About this exercise:
The answer must consist only of the lines from the line with "M1120 210 1124" to the line with "4h4l2 5-3 2q2", both included, exactly as they stand below.

━━━━━━━━━━

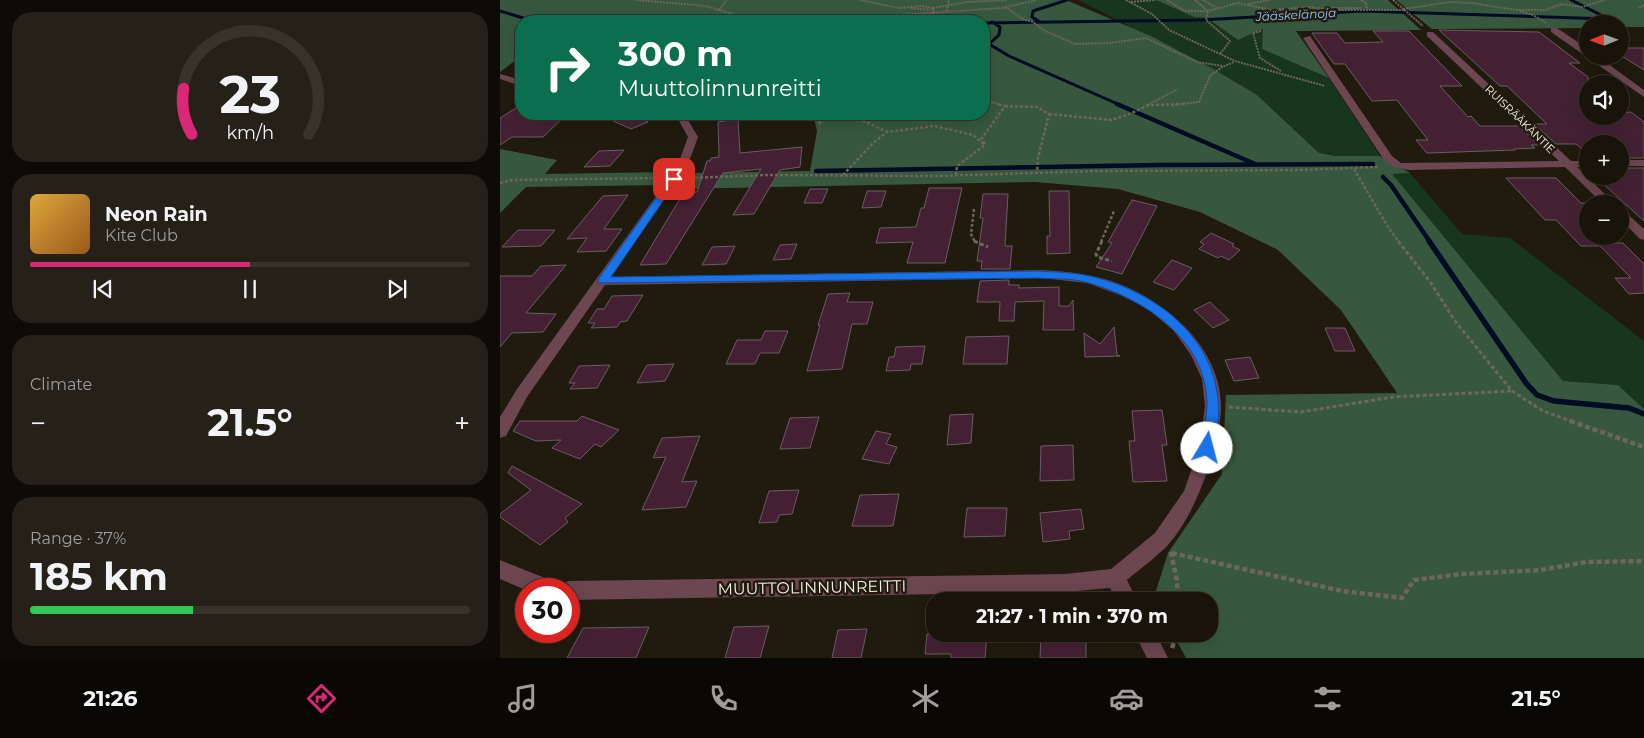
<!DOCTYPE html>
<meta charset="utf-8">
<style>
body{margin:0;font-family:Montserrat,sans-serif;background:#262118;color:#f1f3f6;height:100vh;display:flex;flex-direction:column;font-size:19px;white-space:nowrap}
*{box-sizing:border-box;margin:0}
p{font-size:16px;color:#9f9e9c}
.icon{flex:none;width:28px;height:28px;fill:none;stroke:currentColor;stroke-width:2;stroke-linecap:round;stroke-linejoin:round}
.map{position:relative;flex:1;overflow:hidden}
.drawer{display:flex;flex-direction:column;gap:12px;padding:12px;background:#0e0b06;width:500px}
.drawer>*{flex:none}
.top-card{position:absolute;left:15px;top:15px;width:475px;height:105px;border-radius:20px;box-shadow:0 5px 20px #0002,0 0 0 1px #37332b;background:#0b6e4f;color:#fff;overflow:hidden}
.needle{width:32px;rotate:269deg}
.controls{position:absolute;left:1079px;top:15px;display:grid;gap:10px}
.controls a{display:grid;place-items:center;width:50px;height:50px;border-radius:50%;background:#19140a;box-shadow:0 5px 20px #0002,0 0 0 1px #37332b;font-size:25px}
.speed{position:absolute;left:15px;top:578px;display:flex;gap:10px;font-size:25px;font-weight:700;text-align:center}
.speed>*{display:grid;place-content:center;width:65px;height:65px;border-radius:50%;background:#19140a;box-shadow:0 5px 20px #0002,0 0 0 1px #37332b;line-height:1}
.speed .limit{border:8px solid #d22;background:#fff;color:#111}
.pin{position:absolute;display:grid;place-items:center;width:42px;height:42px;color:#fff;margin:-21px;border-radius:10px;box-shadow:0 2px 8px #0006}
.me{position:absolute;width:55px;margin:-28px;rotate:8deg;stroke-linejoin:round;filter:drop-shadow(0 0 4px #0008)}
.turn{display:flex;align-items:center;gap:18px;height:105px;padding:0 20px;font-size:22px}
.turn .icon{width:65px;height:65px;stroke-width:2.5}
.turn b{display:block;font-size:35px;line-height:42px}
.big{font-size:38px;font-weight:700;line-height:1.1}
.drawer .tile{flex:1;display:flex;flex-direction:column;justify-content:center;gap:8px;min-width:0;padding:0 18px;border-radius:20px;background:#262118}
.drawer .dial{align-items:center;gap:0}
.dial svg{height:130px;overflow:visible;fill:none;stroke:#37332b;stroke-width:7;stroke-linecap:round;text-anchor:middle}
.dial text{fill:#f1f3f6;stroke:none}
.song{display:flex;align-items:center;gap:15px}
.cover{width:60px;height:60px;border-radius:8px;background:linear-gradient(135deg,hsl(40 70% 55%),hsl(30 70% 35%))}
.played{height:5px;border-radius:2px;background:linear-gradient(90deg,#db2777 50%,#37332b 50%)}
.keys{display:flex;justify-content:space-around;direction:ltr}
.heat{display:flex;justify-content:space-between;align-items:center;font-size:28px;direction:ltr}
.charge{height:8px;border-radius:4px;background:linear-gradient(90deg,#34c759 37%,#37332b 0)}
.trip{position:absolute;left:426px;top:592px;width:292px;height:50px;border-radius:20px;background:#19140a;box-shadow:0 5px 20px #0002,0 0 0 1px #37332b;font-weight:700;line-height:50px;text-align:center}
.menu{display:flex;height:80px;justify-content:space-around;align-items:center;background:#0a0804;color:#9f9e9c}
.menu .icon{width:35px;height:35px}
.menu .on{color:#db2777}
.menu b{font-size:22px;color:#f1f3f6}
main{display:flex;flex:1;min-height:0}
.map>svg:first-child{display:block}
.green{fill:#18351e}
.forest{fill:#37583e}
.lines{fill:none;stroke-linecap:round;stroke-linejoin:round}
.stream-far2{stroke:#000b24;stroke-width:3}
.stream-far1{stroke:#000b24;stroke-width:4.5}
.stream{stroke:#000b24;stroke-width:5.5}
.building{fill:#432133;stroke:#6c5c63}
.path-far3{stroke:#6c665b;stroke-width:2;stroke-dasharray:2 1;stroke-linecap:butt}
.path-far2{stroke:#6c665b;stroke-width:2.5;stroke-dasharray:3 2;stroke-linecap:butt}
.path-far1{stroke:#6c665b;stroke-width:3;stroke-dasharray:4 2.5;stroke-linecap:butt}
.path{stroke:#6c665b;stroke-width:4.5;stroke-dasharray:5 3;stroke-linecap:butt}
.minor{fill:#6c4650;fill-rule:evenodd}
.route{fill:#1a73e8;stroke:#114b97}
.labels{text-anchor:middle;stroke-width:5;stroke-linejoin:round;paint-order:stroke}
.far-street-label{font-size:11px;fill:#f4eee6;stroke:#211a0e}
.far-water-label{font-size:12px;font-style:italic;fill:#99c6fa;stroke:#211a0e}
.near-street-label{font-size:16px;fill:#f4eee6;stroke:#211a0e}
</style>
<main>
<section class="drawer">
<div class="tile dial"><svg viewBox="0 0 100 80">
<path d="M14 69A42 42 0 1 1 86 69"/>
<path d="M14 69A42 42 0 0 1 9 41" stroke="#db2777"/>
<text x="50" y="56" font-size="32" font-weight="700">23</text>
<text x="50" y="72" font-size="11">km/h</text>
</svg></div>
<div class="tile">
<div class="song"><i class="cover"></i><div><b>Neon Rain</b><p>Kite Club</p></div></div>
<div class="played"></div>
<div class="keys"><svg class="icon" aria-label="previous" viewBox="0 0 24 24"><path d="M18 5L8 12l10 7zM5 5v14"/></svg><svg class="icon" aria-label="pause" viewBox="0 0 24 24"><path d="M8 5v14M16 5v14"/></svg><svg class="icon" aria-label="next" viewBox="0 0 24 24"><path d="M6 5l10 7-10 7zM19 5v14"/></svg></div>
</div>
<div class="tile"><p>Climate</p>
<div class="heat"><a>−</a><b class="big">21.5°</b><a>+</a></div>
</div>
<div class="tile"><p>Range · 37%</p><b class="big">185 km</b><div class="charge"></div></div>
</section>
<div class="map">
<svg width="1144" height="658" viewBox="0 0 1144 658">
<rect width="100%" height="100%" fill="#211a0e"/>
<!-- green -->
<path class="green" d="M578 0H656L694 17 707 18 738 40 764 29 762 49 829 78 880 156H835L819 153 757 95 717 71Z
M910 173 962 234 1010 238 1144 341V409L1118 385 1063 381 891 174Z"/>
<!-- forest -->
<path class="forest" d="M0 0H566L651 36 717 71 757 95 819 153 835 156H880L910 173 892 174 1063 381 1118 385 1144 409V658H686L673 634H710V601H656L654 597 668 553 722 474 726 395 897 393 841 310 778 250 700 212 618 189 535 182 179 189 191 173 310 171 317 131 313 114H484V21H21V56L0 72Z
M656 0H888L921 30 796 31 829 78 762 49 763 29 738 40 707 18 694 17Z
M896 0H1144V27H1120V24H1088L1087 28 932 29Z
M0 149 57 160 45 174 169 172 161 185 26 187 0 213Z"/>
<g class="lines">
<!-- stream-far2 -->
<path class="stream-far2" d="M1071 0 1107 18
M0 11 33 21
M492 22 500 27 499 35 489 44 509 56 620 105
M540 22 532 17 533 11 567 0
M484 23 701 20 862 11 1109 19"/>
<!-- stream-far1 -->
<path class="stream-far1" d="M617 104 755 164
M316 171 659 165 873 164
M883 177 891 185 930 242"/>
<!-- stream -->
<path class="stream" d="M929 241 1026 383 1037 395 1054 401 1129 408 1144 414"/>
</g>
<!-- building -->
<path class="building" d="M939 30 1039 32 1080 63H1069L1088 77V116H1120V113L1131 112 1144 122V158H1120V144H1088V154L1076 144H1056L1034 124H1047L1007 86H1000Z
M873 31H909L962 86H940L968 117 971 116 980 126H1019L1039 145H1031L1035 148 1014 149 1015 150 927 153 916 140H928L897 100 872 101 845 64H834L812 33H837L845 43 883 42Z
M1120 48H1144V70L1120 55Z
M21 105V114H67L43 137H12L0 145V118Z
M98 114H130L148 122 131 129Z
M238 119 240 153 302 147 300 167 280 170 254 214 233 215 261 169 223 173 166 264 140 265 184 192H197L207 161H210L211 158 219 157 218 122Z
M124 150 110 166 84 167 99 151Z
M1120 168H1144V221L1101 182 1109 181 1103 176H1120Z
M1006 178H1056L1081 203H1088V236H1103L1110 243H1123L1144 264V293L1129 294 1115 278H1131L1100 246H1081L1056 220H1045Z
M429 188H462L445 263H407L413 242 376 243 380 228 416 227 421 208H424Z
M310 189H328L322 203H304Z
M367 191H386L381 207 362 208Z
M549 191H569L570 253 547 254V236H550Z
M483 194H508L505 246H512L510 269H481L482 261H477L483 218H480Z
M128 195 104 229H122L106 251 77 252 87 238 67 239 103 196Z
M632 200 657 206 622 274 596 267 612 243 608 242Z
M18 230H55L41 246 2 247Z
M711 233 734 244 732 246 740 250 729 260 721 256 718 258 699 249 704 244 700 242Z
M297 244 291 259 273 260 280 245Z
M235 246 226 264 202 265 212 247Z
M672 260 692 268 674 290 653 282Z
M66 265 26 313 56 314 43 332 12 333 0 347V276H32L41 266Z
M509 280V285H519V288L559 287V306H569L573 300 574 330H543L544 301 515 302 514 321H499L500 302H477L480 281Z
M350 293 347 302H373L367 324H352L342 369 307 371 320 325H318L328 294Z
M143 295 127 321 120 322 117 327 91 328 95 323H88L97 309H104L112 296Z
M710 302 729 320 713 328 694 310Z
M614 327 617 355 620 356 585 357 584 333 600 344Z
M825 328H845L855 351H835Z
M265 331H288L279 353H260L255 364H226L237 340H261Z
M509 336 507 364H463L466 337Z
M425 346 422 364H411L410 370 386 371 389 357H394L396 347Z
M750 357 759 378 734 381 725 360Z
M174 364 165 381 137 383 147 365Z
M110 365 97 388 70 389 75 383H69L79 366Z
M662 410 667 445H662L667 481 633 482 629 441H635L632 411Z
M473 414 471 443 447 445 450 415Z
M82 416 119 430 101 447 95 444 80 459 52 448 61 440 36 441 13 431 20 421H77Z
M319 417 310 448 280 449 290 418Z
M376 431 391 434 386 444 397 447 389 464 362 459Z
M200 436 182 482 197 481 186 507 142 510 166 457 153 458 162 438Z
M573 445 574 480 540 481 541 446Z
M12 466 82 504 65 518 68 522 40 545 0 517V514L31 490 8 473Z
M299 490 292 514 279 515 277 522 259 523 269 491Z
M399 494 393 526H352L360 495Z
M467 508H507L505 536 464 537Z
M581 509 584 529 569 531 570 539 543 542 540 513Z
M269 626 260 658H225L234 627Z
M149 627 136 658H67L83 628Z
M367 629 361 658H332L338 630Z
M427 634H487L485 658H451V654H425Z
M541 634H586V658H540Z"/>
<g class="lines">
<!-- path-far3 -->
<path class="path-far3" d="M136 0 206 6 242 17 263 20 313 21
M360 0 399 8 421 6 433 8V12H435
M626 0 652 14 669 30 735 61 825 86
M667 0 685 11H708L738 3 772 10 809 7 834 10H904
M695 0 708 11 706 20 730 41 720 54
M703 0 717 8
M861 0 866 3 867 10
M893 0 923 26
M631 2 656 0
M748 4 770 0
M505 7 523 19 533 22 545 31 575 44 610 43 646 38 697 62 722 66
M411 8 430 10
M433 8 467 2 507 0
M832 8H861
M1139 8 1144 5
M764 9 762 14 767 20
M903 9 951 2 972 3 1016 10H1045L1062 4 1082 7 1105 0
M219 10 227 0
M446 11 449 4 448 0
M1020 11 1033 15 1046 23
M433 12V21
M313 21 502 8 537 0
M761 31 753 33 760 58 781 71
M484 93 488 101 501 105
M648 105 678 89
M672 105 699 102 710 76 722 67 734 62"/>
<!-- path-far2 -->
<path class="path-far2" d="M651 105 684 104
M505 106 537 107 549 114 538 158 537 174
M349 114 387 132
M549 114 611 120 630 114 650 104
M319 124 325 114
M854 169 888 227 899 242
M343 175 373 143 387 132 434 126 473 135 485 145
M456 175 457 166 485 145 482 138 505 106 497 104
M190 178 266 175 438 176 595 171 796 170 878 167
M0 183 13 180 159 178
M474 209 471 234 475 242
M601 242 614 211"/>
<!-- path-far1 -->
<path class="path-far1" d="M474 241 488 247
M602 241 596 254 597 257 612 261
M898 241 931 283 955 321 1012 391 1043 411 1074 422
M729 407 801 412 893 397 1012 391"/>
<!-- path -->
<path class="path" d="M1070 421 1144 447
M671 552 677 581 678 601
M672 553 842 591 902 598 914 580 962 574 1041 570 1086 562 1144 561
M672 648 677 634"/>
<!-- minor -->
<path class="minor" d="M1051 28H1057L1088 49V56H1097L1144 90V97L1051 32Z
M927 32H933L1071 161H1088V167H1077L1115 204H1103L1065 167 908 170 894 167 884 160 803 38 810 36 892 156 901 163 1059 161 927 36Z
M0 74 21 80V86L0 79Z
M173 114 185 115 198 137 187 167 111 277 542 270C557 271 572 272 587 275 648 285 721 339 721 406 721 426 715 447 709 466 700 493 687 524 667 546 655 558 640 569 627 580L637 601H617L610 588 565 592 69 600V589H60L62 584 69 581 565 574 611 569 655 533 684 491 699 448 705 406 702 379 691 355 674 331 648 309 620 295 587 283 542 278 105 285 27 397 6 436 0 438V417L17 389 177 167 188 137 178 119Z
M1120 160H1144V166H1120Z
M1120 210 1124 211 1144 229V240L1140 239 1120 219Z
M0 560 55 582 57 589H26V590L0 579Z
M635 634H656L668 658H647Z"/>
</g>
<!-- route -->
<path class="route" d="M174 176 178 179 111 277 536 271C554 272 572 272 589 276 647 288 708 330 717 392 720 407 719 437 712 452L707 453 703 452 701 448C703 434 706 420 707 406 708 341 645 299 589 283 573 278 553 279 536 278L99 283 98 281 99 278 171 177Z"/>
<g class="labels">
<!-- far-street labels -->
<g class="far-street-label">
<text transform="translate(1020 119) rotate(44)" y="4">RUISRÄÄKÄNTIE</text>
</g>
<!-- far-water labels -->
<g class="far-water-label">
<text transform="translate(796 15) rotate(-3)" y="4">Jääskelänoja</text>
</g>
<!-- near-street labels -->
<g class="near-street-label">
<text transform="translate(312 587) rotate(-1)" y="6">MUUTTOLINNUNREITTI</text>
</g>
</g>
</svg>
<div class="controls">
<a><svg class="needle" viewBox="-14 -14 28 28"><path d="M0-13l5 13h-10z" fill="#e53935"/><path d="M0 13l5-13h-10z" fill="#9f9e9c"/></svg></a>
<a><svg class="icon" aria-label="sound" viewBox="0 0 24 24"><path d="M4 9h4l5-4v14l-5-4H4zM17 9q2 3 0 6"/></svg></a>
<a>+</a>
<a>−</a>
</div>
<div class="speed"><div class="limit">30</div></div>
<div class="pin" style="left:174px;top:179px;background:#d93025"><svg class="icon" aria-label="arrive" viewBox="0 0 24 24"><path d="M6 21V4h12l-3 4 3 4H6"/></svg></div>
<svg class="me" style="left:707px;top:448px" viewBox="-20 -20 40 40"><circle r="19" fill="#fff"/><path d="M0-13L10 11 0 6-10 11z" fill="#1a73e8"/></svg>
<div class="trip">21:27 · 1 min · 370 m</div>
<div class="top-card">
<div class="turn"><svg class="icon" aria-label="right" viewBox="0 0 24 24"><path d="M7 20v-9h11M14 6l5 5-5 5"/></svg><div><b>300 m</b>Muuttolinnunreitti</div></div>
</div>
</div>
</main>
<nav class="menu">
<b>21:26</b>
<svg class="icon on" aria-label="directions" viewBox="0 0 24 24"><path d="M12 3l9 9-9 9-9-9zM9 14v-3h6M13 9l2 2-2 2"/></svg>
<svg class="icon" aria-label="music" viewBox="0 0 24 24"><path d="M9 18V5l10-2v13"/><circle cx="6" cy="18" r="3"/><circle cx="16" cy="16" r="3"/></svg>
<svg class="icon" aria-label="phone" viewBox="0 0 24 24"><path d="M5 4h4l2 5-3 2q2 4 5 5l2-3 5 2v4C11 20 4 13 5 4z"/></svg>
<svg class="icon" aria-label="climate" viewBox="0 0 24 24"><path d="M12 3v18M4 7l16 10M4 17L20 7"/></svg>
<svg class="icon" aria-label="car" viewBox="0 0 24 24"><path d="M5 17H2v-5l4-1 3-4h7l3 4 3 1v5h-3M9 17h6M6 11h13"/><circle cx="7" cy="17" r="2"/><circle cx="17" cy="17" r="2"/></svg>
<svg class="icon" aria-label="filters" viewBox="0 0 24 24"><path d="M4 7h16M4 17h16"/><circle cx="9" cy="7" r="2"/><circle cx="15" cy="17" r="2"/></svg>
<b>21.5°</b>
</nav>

━━━━━━━━━━

Task response:
M1120 210 1124 211 1144 229V240L1140 239 1120 219Z
M0 560 55 582 57 589H26V590L0 579Z
M635 634H656L668 658H647Z"/>
</g>
<!-- route -->
<path class="route" d="M174 176 178 179 111 277 536 271C554 272 572 272 589 276 647 288 708 330 717 392 720 407 719 437 712 452L707 453 703 452 701 448C703 434 706 420 707 406 708 341 645 299 589 283 573 278 553 279 536 278L99 283 98 281 99 278 171 177Z"/>
<g class="labels">
<!-- far-street labels -->
<g class="far-street-label">
<text transform="translate(1020 119) rotate(44)" y="4">RUISRÄÄKÄNTIE</text>
</g>
<!-- far-water labels -->
<g class="far-water-label">
<text transform="translate(796 15) rotate(-3)" y="4">Jääskelänoja</text>
</g>
<!-- near-street labels -->
<g class="near-street-label">
<text transform="translate(312 587) rotate(-1)" y="6">MUUTTOLINNUNREITTI</text>
</g>
</g>
</svg>
<div class="controls">
<a><svg class="needle" viewBox="-14 -14 28 28"><path d="M0-13l5 13h-10z" fill="#e53935"/><path d="M0 13l5-13h-10z" fill="#9f9e9c"/></svg></a>
<a><svg class="icon" aria-label="sound" viewBox="0 0 24 24"><path d="M4 9h4l5-4v14l-5-4H4zM17 9q2 3 0 6"/></svg></a>
<a>+</a>
<a>−</a>
</div>
<div class="speed"><div class="limit">30</div></div>
<div class="pin" style="left:174px;top:179px;background:#d93025"><svg class="icon" aria-label="arrive" viewBox="0 0 24 24"><path d="M6 21V4h12l-3 4 3 4H6"/></svg></div>
<svg class="me" style="left:707px;top:448px" viewBox="-20 -20 40 40"><circle r="19" fill="#fff"/><path d="M0-13L10 11 0 6-10 11z" fill="#1a73e8"/></svg>
<div class="trip">21:27 · 1 min · 370 m</div>
<div class="top-card">
<div class="turn"><svg class="icon" aria-label="right" viewBox="0 0 24 24"><path d="M7 20v-9h11M14 6l5 5-5 5"/></svg><div><b>300 m</b>Muuttolinnunreitti</div></div>
</div>
</div>
</main>
<nav class="menu">
<b>21:26</b>
<svg class="icon on" aria-label="directions" viewBox="0 0 24 24"><path d="M12 3l9 9-9 9-9-9zM9 14v-3h6M13 9l2 2-2 2"/></svg>
<svg class="icon" aria-label="music" viewBox="0 0 24 24"><path d="M9 18V5l10-2v13"/><circle cx="6" cy="18" r="3"/><circle cx="16" cy="16" r="3"/></svg>
<svg class="icon" aria-label="phone" viewBox="0 0 24 24"><path d="M5 4h4l2 5-3 2q2 4 5 5l2-3 5 2v4C11 20 4 13 5 4z"/></svg>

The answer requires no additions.